**Source data**
○ ○ ○ ○

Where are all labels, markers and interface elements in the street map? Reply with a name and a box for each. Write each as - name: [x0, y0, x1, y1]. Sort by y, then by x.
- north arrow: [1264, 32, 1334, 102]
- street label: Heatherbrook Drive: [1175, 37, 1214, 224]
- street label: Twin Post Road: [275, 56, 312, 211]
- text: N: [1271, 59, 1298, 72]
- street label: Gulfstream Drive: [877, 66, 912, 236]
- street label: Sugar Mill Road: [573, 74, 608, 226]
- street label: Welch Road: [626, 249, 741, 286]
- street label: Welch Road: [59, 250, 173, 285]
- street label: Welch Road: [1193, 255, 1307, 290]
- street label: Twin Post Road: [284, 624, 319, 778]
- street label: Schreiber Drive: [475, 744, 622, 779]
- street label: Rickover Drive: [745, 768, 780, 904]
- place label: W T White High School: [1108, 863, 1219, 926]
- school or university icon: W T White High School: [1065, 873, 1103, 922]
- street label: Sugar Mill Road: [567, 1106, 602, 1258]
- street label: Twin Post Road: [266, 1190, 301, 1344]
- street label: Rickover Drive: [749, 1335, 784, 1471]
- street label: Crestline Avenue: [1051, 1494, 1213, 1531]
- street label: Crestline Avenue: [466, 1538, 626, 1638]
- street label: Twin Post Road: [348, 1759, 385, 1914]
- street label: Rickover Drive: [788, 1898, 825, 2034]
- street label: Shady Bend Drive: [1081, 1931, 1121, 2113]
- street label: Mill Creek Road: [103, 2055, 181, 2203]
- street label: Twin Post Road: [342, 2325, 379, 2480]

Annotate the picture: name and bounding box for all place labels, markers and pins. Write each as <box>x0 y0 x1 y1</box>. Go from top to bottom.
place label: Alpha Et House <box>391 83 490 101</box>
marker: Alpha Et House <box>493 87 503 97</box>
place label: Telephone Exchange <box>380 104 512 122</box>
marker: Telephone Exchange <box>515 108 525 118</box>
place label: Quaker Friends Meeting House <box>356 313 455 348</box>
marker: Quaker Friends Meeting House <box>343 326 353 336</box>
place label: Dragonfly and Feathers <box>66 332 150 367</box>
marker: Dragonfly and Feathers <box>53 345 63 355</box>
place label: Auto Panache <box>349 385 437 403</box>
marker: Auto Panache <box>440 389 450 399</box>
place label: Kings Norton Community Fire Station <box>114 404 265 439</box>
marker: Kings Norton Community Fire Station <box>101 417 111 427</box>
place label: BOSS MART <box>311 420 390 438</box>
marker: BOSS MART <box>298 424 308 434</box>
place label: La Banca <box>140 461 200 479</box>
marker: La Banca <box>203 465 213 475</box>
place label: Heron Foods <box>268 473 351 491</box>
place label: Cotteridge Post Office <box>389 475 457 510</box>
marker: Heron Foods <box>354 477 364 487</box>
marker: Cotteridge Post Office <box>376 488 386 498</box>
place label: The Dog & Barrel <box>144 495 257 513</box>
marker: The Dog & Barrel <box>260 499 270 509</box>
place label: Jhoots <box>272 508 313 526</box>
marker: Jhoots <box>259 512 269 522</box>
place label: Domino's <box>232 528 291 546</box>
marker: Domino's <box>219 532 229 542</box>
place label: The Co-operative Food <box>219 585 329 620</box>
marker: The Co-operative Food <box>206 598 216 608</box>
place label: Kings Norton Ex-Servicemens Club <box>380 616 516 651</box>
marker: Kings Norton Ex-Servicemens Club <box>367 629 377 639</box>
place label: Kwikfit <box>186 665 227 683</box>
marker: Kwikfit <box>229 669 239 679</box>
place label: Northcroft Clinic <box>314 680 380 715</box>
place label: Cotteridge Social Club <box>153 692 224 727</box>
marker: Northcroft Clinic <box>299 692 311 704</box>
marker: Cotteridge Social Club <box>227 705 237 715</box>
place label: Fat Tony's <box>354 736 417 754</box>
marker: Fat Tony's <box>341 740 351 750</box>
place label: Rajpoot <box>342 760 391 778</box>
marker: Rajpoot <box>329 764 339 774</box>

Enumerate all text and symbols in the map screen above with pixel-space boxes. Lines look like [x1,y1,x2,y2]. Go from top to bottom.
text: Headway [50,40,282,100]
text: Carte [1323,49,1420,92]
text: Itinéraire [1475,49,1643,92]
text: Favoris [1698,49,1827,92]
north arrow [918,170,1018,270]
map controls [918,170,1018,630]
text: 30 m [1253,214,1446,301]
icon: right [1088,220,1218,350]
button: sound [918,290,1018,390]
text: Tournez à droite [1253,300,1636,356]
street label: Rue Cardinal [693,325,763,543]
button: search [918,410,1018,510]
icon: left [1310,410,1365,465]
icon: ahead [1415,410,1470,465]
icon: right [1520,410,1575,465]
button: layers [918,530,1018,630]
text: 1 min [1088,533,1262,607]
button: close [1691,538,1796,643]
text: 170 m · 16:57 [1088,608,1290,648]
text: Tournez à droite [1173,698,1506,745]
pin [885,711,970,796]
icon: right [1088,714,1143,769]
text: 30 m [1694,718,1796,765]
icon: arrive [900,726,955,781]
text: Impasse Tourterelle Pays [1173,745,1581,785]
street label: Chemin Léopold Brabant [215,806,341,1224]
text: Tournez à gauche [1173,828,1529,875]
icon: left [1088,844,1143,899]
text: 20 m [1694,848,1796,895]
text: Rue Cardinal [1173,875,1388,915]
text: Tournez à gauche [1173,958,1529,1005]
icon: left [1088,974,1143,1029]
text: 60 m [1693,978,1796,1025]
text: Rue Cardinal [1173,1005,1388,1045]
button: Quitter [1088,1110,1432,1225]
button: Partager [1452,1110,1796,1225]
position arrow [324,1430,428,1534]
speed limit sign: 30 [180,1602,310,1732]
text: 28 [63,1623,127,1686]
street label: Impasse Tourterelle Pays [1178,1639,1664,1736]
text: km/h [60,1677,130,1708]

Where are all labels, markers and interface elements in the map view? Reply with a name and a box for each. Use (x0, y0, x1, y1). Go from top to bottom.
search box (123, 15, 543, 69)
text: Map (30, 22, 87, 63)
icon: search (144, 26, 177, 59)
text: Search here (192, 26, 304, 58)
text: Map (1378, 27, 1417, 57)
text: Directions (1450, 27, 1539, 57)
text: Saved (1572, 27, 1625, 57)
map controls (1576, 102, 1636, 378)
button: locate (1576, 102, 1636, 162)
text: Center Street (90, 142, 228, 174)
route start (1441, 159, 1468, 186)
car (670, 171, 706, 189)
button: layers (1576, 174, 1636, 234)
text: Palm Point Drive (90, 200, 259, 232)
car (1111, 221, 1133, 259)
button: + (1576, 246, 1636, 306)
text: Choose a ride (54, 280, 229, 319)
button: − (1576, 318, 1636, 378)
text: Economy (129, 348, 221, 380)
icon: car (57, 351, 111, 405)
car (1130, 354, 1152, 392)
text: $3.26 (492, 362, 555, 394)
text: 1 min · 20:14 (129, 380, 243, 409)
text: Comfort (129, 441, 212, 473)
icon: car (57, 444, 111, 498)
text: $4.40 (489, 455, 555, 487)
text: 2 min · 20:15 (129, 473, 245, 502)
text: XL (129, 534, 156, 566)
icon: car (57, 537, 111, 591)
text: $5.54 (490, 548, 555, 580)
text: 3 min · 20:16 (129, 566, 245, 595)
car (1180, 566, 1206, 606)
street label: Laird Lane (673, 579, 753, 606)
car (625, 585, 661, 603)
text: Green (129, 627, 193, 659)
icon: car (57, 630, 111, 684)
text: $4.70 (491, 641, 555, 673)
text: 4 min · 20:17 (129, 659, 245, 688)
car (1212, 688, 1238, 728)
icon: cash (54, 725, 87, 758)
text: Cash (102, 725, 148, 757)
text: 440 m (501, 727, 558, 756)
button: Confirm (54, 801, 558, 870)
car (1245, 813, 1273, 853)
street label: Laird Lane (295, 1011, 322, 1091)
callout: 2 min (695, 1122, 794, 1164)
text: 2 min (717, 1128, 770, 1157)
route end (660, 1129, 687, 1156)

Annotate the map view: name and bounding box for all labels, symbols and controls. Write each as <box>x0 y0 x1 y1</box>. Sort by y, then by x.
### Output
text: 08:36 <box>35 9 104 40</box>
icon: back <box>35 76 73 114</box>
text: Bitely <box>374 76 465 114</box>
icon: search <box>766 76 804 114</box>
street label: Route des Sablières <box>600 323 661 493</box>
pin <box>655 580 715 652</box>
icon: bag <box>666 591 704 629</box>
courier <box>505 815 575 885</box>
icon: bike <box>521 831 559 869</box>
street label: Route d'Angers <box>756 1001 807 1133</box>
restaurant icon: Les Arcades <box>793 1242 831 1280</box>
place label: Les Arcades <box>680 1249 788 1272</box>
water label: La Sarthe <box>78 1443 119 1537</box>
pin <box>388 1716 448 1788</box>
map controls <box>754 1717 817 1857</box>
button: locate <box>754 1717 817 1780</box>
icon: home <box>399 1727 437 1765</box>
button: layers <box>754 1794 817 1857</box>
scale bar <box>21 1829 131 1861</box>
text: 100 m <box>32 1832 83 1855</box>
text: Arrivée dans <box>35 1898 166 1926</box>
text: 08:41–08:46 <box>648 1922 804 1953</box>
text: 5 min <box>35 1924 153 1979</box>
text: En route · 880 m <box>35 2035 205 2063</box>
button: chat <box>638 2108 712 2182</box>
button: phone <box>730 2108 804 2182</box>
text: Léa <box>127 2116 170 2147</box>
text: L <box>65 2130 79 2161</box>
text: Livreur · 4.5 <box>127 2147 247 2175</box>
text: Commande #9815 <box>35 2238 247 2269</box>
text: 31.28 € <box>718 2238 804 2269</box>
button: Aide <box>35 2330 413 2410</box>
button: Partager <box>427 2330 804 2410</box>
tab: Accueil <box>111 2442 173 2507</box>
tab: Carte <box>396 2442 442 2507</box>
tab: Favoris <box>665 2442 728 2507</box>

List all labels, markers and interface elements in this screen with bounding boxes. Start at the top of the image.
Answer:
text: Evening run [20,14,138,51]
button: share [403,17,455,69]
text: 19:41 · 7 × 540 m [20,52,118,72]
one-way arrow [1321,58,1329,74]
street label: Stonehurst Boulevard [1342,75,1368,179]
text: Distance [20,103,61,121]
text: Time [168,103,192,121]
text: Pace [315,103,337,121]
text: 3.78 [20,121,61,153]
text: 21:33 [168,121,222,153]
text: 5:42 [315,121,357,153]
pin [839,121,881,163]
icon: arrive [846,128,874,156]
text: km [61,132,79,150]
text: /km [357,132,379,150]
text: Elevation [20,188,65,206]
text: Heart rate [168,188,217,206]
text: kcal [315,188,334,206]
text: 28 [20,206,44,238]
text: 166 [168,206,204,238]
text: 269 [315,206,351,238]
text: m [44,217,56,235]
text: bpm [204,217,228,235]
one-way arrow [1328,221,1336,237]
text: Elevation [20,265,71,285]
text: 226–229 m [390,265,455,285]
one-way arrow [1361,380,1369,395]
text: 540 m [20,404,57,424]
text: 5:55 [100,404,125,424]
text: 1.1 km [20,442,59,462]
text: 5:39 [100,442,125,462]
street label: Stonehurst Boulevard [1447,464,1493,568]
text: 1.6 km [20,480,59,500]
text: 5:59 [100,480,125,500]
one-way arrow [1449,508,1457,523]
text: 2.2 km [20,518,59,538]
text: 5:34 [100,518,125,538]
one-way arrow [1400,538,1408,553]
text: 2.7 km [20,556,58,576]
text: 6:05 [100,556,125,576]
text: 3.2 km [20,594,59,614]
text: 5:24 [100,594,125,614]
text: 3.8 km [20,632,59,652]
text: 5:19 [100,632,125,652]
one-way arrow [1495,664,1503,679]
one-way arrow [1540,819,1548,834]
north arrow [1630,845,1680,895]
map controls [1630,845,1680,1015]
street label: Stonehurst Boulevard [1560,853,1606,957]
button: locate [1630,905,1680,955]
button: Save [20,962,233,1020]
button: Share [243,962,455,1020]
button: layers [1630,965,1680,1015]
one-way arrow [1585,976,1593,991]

○ ○ ○ ○

**TASK REQUIREMENTS**
Reply with the number of lines in the data above that contain "Exchange", and with nothing else.

**THE COMPLETED TASK**
2